WORK TO COMPLETE
Among the entries that follow, find every line with the word "position" and copy it.

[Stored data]
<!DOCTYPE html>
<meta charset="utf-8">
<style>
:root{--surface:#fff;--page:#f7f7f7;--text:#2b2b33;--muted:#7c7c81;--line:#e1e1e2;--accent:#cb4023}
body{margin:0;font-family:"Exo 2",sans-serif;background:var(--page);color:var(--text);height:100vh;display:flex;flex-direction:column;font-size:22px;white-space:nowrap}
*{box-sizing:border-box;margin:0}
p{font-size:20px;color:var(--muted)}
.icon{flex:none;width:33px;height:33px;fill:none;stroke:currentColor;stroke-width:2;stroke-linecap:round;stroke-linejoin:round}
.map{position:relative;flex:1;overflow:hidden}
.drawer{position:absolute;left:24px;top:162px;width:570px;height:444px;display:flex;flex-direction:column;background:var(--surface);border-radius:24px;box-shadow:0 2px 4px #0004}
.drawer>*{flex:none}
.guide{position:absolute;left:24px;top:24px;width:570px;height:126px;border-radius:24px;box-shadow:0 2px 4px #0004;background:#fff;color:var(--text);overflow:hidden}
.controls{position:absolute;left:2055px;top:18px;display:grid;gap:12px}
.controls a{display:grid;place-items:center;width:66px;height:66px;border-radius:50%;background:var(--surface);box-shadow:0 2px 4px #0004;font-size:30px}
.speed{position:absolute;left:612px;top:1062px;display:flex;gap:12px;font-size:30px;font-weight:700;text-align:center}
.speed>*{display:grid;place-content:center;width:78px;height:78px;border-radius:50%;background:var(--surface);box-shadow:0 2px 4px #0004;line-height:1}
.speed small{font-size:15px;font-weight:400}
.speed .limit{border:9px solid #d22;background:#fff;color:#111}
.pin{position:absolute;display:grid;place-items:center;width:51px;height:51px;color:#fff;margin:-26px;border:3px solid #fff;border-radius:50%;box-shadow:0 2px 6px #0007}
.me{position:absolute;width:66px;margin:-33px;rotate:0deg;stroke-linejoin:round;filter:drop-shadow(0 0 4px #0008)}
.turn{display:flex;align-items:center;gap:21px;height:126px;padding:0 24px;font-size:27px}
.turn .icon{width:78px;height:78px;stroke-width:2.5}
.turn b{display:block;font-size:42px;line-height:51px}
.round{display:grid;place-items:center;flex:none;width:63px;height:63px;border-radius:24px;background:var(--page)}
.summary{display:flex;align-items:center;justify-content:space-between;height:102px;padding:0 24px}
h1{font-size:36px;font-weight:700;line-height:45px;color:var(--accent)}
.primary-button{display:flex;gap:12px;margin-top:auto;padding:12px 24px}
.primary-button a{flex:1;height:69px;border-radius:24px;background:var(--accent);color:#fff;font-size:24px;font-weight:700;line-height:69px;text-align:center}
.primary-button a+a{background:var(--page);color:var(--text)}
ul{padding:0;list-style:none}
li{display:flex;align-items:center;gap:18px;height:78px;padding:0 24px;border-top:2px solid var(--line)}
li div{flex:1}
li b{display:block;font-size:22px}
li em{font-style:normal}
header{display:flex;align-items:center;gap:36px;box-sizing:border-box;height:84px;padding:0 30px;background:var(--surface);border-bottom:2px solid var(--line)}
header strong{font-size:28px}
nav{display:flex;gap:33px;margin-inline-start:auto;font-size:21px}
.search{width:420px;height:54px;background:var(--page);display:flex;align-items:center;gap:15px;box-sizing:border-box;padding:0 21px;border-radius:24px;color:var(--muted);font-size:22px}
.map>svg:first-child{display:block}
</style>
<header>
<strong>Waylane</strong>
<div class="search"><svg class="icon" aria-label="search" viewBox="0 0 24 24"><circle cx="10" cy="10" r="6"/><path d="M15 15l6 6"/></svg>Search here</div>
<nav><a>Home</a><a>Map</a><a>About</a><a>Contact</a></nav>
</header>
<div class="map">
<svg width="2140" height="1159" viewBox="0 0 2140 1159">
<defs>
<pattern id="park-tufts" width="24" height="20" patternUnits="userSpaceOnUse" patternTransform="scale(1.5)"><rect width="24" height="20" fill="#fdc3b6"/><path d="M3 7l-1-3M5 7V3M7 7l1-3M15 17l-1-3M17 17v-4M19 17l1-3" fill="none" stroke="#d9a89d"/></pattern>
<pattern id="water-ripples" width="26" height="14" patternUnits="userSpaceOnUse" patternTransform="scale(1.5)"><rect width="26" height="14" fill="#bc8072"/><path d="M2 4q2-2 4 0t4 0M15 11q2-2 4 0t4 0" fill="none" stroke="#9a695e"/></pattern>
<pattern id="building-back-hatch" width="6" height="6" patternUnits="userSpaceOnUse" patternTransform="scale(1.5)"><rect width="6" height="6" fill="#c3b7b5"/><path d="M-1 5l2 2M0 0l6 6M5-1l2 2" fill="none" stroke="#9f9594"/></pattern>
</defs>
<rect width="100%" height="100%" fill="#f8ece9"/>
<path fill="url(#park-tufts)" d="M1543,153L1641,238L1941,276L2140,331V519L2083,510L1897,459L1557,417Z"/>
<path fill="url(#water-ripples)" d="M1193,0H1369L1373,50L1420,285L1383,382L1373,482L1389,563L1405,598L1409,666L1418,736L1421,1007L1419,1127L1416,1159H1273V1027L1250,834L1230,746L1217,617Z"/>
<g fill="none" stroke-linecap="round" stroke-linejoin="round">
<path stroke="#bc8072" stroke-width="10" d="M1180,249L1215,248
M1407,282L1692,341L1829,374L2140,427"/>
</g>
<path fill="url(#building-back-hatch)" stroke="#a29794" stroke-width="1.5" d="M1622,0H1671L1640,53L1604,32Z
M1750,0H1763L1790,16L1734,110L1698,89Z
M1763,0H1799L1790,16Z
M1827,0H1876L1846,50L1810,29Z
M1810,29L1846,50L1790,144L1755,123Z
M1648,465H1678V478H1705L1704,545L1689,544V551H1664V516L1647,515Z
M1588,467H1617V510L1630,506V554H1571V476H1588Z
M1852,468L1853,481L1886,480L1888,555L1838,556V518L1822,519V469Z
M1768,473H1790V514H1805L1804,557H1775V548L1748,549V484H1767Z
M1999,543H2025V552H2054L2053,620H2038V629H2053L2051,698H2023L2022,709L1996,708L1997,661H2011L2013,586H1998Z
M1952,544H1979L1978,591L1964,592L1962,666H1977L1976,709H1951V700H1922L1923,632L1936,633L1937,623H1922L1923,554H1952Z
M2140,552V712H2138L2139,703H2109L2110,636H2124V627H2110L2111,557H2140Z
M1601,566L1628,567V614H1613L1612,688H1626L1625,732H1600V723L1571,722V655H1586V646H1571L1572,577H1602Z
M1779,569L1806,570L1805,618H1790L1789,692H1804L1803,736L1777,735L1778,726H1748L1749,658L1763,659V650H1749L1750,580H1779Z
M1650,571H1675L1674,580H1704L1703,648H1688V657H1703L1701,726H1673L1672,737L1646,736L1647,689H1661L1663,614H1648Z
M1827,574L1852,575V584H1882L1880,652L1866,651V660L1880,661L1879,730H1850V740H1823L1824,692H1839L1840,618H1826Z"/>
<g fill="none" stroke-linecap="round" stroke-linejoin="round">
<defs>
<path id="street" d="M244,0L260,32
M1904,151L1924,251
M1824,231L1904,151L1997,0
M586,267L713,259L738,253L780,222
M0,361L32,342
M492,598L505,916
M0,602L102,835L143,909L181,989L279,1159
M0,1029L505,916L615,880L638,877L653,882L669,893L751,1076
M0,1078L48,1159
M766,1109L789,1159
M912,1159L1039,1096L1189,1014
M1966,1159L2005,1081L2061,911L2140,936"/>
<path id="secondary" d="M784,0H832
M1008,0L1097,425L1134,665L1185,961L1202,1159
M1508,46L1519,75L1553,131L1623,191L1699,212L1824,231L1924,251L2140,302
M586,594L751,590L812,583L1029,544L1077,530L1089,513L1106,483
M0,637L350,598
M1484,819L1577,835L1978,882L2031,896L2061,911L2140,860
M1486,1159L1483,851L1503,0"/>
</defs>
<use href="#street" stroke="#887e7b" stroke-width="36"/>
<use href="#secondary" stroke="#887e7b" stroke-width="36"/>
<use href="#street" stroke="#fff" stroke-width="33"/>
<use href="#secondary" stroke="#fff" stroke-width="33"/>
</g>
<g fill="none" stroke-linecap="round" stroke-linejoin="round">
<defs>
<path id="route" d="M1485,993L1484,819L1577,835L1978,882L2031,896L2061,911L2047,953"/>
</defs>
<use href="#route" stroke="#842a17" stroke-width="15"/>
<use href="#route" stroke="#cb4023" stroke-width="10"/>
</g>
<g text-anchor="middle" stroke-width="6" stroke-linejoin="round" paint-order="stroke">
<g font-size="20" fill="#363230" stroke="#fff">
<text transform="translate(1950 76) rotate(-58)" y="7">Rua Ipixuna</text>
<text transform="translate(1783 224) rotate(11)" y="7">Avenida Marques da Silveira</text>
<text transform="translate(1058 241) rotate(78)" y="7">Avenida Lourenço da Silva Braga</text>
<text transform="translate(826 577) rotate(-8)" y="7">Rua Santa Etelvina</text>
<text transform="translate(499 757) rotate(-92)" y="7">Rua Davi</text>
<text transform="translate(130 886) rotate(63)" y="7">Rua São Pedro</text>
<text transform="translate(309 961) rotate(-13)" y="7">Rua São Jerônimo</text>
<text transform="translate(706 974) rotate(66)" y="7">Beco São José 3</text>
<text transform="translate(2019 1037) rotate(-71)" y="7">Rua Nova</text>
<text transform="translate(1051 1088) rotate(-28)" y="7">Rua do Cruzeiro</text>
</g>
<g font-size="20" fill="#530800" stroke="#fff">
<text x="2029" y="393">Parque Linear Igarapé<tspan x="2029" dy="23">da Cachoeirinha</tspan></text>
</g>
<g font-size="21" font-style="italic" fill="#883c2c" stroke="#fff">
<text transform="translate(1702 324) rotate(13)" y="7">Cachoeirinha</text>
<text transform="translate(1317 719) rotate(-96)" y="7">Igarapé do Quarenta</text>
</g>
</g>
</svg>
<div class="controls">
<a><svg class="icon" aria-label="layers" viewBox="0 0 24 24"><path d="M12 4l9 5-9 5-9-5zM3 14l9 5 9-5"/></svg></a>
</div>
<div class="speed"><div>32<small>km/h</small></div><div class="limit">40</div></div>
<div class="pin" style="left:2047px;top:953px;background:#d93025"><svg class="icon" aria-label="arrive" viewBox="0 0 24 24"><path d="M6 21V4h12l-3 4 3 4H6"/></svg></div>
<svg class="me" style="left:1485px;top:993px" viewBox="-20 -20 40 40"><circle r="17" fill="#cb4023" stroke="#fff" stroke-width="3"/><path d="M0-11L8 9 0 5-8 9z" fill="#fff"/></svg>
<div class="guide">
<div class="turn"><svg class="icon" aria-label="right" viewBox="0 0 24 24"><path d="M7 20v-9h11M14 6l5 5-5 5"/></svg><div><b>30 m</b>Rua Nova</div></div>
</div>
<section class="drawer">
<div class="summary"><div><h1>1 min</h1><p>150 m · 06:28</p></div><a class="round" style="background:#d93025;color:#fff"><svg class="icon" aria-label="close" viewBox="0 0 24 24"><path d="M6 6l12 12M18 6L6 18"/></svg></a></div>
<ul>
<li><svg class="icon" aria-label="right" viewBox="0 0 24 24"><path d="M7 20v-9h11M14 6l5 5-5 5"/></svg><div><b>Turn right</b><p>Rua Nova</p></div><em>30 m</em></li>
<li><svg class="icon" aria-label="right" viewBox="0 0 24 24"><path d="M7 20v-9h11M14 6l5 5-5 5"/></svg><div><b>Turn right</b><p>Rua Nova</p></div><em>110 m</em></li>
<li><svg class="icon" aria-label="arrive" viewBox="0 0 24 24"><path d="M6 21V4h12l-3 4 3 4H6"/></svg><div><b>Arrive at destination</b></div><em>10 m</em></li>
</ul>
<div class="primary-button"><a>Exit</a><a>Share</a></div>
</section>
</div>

SOLUTION TO THE PROBLEM
.map{position:relative;flex:1;overflow:hidden}
.drawer{position:absolute;left:24px;top:162px;width:570px;height:444px;display:flex;flex-direction:column;background:var(--surface);border-radius:24px;box-shadow:0 2px 4px #0004}
.guide{position:absolute;left:24px;top:24px;width:570px;height:126px;border-radius:24px;box-shadow:0 2px 4px #0004;background:#fff;color:var(--text);overflow:hidden}
.controls{position:absolute;left:2055px;top:18px;display:grid;gap:12px}
.speed{position:absolute;left:612px;top:1062px;display:flex;gap:12px;font-size:30px;font-weight:700;text-align:center}
.pin{position:absolute;display:grid;place-items:center;width:51px;height:51px;color:#fff;margin:-26px;border:3px solid #fff;border-radius:50%;box-shadow:0 2px 6px #0007}
.me{position:absolute;width:66px;margin:-33px;rotate:0deg;stroke-linejoin:round;filter:drop-shadow(0 0 4px #0008)}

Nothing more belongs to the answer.